Return verbatim every line from the first line of the data below to the line that contains "position:relative; flex:1; overflow:hidden", inclusive, and no further.

=== INPUT RECORDS ===
+++

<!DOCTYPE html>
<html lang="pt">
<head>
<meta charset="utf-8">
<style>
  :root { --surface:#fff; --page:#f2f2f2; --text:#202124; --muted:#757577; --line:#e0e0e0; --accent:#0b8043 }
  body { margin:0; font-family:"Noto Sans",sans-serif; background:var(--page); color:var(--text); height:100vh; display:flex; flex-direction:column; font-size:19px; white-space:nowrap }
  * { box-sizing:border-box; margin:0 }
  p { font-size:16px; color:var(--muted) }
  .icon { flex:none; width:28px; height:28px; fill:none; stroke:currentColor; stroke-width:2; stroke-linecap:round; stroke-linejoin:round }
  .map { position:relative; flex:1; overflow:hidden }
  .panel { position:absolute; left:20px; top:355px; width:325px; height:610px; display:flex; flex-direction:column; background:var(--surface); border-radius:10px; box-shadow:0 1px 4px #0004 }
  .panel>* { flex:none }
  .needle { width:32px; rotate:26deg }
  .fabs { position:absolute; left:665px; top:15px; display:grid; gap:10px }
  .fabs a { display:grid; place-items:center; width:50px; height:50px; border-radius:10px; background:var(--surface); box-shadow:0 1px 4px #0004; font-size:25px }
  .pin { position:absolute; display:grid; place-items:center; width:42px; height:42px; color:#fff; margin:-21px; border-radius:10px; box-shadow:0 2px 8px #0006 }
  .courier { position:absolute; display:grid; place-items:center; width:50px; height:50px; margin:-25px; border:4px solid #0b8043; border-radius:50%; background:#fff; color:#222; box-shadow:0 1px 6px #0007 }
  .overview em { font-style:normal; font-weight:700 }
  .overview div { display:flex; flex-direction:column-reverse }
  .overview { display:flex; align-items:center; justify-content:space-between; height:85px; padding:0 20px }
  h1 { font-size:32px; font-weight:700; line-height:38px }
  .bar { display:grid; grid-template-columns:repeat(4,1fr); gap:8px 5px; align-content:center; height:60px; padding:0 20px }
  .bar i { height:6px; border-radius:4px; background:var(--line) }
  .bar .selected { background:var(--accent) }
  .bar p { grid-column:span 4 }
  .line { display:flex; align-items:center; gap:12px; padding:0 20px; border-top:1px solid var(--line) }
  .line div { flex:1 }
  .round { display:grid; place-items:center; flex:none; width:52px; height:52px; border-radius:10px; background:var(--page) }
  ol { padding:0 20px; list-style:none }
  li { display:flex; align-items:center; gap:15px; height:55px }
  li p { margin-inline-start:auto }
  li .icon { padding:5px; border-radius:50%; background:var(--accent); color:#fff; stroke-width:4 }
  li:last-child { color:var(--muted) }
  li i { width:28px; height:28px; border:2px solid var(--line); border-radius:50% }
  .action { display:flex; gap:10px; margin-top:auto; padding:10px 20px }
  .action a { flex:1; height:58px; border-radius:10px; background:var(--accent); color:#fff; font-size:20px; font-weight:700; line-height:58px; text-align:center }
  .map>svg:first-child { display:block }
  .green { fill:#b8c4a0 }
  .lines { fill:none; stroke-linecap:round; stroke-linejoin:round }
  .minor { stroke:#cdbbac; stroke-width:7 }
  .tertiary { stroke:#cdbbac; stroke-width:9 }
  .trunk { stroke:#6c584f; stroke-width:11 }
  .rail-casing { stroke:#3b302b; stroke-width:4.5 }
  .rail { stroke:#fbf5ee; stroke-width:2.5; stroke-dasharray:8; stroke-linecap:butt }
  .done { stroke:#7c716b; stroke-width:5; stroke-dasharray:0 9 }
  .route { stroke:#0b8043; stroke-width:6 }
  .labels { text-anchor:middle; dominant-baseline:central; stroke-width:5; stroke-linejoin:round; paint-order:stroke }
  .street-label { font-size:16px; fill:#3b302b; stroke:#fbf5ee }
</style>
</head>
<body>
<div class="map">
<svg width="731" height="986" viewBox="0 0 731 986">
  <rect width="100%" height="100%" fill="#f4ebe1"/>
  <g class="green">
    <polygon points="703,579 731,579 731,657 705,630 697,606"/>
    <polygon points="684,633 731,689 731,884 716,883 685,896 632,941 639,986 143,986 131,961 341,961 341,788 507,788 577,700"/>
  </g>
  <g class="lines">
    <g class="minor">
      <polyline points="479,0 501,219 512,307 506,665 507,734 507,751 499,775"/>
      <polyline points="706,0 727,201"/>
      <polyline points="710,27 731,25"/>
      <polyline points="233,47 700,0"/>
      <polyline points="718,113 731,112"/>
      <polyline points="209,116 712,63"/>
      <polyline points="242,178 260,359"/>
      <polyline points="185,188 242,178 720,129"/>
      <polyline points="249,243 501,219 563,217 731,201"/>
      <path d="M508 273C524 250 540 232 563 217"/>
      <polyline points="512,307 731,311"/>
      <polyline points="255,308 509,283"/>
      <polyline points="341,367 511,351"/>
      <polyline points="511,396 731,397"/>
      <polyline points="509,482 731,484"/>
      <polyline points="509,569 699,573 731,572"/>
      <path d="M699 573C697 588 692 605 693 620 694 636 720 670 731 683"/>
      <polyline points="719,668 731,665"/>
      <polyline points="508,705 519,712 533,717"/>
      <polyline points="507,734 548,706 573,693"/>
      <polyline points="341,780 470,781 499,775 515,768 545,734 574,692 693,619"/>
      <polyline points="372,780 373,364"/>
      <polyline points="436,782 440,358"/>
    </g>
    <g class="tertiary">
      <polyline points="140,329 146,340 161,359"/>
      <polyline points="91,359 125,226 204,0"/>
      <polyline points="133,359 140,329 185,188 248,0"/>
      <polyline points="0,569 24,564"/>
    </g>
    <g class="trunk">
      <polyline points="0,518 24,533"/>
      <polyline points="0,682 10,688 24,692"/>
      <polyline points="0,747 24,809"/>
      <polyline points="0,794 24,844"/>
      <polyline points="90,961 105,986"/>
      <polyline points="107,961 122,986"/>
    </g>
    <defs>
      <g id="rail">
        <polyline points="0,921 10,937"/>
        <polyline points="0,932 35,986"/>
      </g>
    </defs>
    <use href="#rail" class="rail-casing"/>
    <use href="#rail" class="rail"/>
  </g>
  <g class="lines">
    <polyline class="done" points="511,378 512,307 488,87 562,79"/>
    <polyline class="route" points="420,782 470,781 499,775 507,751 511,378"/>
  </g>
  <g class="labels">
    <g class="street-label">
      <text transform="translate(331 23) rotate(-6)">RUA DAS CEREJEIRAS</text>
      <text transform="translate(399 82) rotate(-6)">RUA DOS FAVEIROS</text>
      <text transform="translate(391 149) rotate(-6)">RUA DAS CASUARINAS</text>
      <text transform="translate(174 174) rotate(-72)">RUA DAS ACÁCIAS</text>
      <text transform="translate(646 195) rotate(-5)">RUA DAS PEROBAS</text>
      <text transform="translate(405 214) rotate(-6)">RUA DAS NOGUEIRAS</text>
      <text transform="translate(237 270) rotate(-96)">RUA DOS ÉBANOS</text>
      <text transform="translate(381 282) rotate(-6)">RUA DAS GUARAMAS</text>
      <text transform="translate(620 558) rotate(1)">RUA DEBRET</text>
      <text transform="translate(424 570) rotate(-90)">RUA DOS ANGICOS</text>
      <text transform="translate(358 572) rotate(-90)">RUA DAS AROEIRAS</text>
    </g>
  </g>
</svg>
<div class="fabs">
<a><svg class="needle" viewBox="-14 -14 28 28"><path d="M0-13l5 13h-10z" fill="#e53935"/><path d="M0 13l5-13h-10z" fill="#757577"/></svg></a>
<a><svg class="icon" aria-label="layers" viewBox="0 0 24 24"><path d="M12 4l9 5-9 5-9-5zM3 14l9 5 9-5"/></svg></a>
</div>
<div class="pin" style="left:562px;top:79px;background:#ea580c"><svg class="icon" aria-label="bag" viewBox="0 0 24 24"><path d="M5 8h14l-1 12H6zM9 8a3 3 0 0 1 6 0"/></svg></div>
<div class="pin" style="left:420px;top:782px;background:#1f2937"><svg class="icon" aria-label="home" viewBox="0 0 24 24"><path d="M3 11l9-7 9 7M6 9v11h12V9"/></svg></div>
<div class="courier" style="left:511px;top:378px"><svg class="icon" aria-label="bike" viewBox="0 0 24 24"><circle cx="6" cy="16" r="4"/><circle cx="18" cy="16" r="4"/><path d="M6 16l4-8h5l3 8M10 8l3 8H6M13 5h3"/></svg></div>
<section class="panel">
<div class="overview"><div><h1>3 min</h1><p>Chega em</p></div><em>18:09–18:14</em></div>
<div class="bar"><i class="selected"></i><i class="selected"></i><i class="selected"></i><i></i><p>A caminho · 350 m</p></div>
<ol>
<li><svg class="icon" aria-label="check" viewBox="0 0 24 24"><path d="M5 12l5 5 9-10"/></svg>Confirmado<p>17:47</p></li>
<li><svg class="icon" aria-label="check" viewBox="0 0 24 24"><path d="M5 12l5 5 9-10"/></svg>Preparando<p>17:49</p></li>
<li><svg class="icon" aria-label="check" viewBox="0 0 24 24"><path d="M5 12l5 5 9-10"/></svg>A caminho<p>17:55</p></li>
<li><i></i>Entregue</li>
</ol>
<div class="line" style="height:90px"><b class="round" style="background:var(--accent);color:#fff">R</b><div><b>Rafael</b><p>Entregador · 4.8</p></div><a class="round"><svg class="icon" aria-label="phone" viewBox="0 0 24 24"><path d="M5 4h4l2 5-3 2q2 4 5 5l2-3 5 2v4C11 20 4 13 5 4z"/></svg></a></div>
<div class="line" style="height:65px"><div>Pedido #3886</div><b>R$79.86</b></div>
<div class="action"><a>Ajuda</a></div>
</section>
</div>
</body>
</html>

+++

=== EXERCISE ANSWER ===
<!DOCTYPE html>
<html lang="pt">
<head>
<meta charset="utf-8">
<style>
  :root { --surface:#fff; --page:#f2f2f2; --text:#202124; --muted:#757577; --line:#e0e0e0; --accent:#0b8043 }
  body { margin:0; font-family:"Noto Sans",sans-serif; background:var(--page); color:var(--text); height:100vh; display:flex; flex-direction:column; font-size:19px; white-space:nowrap }
  * { box-sizing:border-box; margin:0 }
  p { font-size:16px; color:var(--muted) }
  .icon { flex:none; width:28px; height:28px; fill:none; stroke:currentColor; stroke-width:2; stroke-linecap:round; stroke-linejoin:round }
  .map { position:relative; flex:1; overflow:hidden }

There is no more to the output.